Saturday, November 24, 2007

evan taylor

Okay, so for some time now I had been wanting to see August Rush pretty badly, because I adore music, movies about music, and every once in awhile I just want a reason to get the warm fuzzies. So today, to escape the fact that my senior thesis is due in eight days and I have a 10 page paper to write (oh, and I think I'm supposed to be reading a light short story called Ulysses for my James Joyce class, too...), I decided to enjoy some alone time and take myself to the theater.

The Saturday after Thanksgiving, breezy T-shirt weather in Claremont, I took a leisurely half-hour stroll to the Laemmle in the new expansion of The Village. Walking along the plush carpet of kelly green grass that stretches across Pomona College, dry leaves crunching under my shoes, I absorbed the beautiful day around me, almost regretting my choice to go sit in a dark room for a couple of hours in the middle of the afternoon. But I also was getting in to the perfect mood to be watching a sweet story about a family that finds itself through the bonds of music.

I was kind of...really wrong. I think I'd have been better off enjoying a smoothie while sitting outside, or at least doing something productive if I was going to be indoors all afternoon. Something about this movie really rubbed me the wrong way, and it was a shame to be so disappointed by it. It is, of course, possible for a movie to be sweet and meaningful without being...boring; Keri Russel's last starring turn in Waitress proved this. Unfortunately, too much of August Rush is slow, unbelievable, or creepy to allow the sweet moments to shine through.

Jonathan Rhys Meyers and Keri Russell certainly were the most enjoyable people to watch in this film (not just because they're both insanely beautiful people), and even their scenes were sometimes so over-the-top treacle sweet that I expected Hector Elizondo to pop up out of nowhere.
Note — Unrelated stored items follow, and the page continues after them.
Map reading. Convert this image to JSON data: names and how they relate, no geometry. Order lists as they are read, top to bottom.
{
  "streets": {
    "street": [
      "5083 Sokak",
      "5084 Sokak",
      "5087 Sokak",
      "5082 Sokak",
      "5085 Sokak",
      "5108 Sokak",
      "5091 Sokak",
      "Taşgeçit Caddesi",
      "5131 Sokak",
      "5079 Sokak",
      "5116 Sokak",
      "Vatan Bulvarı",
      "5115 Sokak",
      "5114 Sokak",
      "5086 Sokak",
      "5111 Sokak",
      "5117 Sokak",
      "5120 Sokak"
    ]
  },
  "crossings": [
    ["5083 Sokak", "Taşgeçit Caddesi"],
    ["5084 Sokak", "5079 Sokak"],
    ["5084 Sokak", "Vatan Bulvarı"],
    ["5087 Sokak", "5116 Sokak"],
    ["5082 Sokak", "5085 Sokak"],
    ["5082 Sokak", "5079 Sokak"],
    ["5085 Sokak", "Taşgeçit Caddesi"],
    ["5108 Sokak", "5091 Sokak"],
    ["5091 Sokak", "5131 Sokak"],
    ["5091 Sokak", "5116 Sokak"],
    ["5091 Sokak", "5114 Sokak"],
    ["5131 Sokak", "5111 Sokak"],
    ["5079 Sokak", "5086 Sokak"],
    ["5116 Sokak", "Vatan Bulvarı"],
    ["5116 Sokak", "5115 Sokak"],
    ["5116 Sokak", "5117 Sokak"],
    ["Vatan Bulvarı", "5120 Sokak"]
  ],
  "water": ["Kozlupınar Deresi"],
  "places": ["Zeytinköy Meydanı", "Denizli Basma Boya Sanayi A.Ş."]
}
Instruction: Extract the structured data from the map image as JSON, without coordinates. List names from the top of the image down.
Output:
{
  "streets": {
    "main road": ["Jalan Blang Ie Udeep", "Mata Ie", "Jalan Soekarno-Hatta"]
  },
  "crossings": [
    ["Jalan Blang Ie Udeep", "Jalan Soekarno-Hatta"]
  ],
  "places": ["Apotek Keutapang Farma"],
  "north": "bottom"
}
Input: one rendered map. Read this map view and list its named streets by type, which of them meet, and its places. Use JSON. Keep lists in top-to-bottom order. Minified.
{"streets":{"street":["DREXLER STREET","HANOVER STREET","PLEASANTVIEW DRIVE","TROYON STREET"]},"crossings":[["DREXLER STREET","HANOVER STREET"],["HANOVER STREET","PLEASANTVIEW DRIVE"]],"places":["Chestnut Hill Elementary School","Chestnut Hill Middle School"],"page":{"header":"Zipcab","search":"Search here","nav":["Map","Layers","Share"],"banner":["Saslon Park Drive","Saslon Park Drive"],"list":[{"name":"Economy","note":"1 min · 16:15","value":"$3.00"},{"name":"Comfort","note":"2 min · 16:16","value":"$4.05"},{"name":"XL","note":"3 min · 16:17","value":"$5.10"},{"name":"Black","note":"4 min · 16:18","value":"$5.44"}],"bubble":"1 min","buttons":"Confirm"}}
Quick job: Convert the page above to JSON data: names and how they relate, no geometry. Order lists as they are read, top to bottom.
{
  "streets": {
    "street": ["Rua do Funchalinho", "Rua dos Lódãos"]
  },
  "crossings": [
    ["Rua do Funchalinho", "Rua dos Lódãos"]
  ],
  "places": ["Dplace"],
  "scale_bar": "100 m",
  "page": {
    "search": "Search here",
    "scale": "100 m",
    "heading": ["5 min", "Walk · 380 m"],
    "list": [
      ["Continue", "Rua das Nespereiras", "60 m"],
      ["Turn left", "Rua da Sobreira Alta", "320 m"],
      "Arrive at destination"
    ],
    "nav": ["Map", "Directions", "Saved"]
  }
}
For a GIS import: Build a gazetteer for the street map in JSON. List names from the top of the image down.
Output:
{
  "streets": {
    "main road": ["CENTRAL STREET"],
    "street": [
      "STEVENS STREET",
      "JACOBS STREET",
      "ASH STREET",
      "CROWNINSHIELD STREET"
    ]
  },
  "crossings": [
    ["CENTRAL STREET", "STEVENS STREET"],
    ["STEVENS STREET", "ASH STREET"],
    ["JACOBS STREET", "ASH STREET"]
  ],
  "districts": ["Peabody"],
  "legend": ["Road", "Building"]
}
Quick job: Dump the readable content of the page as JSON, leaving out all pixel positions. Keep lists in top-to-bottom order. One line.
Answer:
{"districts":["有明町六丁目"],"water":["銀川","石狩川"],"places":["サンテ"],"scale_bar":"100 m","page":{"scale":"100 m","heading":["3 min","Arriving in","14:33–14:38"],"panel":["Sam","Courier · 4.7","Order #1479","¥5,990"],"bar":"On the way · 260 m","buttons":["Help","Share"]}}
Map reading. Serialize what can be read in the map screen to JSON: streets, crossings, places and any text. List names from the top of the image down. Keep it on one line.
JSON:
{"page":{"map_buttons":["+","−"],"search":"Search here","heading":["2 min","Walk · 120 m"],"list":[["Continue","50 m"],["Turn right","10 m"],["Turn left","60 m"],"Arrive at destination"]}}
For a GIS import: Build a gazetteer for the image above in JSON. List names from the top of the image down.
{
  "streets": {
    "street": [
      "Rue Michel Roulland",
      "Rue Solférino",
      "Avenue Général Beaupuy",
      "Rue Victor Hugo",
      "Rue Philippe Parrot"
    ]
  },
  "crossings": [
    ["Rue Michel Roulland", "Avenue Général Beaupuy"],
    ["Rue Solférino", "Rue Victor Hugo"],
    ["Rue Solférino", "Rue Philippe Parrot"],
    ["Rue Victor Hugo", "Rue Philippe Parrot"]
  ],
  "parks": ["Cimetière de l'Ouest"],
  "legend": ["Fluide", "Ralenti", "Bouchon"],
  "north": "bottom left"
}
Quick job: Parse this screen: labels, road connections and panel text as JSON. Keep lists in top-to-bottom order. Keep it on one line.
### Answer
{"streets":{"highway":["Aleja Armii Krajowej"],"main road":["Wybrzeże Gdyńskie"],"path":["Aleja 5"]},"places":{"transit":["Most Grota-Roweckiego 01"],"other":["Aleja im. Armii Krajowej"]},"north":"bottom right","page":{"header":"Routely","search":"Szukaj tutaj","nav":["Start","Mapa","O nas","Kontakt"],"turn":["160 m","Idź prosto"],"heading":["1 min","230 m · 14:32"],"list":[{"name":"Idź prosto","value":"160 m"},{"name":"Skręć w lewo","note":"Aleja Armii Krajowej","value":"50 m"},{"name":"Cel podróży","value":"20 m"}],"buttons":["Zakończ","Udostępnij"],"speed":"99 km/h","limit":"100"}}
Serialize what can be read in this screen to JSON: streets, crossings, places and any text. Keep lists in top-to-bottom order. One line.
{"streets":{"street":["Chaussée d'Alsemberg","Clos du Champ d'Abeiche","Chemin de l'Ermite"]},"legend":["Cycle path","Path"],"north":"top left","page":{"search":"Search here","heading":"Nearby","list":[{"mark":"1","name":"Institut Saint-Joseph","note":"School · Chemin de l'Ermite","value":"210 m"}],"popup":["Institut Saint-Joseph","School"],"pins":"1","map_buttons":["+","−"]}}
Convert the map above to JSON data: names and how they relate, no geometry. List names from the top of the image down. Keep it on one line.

I was expecting that Terence Howard and Freddie Highmore might be given more of an opportunity to shine, as well, but instead, it was as if what their best scenes might have been had been edited out. Robin Williams was just creepy, and I kind of want to rent One Hour Photo and Insomnia just to see if this is just how he is onscreen nowadays.

I feel like this movie aimed way too high in trying to convey love of music to the audience, at the expense of believability in the characters and scenarios. Case in point: the first time the title character sees sheet music - ever - he masters the piano and the organ. My eyes rolled out of my head and had to be persuaded to jump back in their sockets after that. I guess this might be a good movie for kids, but otherwise, I think it can be avoided. If you want a touching movie, I would certainly recommend Waitress, which just came out on DVD, or the incredible What Dreams May Come, in which both Robin Williams and Cuba Gooding, Jr. are stellar (I know, right?).

2 comments:

catskillflash said...

I'm glad that I read this review before going out of my way and paying to see the movie. I'll be pleased to shine it on for now and wait until it appears on HBO next year!

Anonymous said...

That whole Filmore East living situation was extremely creepy. You knew it wasn't going to be the kind of movie to overtly state the whys and hows of that, or even suggest at it, but that made it all the worse.

Robin Williams though was surpringly not terrible at Wizard. It's a terrible character and I expected him to be the ridiculous manic guy he usually is. But was manged to hold it together (mostly) without manifesting the lifless depressive guy he becomes in his "serious" roles (like in The Night Listener.)

I didn't have such trouble with Evan/August figuring out sheet music in seconds, but was he in an Amish orphanage for eleven years? How had he never seen anyone play an instrument before?

Poor kid though. I for one would not be so unwaveringly happy if I had Stomp performing in my head constantly.